This implies that Truth is the whole and that the whole is identity of identity and non-identity. Truth, which is the whole, that is, the Absolute and therefore Idea, is all the realities of the closed Athanor, as every one of them in that “moment” of wholeness but not as reality in any one “moment” since the Athanor (the whole) is the Truth. It is the Beginning which coincides and is realized (as Idea) in the Goal which is the end of all the Astrological, Numinous and Metallic realities that are [in] the Athanor, and conceived not as “this” or “that” in chronological time but conceived in a logical sense in the instant (εξάιφνης [exàiphnes]) [Parmenides, 155d-157b]: it is Truth which moves in the contradiction of itself, that is, in a dialectic that is outside of time.
4.
Radical extraneousness to any humanism and any subjectivism: the subject does not exist but the Subject which is Absolute and Whole.

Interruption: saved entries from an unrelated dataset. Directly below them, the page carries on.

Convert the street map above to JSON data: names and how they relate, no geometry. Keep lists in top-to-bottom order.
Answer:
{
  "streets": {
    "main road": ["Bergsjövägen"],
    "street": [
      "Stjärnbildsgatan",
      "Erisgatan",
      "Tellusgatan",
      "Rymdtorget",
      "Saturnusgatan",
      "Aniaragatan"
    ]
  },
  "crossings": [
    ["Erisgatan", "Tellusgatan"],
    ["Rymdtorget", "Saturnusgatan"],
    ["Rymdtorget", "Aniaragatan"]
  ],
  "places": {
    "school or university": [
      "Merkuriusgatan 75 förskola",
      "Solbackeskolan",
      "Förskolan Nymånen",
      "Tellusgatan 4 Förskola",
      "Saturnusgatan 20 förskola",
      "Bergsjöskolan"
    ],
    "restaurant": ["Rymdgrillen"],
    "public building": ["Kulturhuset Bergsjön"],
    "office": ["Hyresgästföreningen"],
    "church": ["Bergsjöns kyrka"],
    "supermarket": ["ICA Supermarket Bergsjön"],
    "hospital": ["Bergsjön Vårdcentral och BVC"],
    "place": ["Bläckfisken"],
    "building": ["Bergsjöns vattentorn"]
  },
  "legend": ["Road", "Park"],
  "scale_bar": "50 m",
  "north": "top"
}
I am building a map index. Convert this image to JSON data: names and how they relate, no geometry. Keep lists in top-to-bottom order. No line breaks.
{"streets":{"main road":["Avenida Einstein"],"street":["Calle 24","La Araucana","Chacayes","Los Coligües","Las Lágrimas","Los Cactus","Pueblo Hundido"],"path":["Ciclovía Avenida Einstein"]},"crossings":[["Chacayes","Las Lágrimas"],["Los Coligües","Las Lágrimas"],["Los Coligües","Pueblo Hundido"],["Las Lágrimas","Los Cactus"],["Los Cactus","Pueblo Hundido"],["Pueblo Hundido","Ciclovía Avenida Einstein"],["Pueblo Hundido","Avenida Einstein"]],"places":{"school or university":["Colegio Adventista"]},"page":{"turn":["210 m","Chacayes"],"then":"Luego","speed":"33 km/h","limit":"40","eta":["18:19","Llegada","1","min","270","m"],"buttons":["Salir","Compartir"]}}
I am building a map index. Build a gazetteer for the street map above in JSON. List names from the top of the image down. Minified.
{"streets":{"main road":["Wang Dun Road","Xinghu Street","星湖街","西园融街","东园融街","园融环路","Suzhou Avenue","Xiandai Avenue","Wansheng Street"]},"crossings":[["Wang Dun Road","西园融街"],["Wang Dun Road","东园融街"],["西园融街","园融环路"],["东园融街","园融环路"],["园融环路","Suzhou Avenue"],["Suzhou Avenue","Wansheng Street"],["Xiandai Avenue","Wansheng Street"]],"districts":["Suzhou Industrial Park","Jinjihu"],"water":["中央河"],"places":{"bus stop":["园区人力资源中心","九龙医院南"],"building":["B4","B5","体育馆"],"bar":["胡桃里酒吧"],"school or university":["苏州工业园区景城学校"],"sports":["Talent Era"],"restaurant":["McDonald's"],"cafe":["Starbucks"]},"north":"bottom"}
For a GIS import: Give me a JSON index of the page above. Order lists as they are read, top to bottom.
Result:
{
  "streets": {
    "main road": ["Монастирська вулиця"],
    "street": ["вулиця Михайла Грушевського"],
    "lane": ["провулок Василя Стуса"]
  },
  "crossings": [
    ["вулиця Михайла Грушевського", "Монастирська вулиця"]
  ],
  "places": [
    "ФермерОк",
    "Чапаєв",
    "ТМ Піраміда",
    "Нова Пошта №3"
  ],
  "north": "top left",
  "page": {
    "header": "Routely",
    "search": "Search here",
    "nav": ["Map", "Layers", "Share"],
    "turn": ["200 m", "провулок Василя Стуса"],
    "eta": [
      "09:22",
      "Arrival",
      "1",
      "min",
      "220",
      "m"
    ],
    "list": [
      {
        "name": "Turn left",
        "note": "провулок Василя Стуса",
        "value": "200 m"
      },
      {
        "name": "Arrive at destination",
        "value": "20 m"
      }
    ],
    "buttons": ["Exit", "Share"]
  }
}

To say that the Absolute is Subject (and not Substance as in Spinoza) means recognizing the absence of staticity and thus the presence of the living movement in the Whole, which is the movement of the Whole, where the “thing” (Nature, Spirit and History) is the actual reality (as petrifaction) of the concept and thus it is Idea, therefore the Whole is Idea.
5.
There is a rational or analytical logic, as a way of seeing and thinking things, which is typical of the historical moment of modernity and its knowledge.
Such is the logic proclaiming that A equals A and that A is different from non-A; This is the so-called Aristotelian logic, which is absolutely not the logic but a logic, of an exoteric, popular and modern level (from the agora). There is another logic (the one of Hegel) which is superior, that is, it is situated on a higher, therefore archaic, and esoteric level.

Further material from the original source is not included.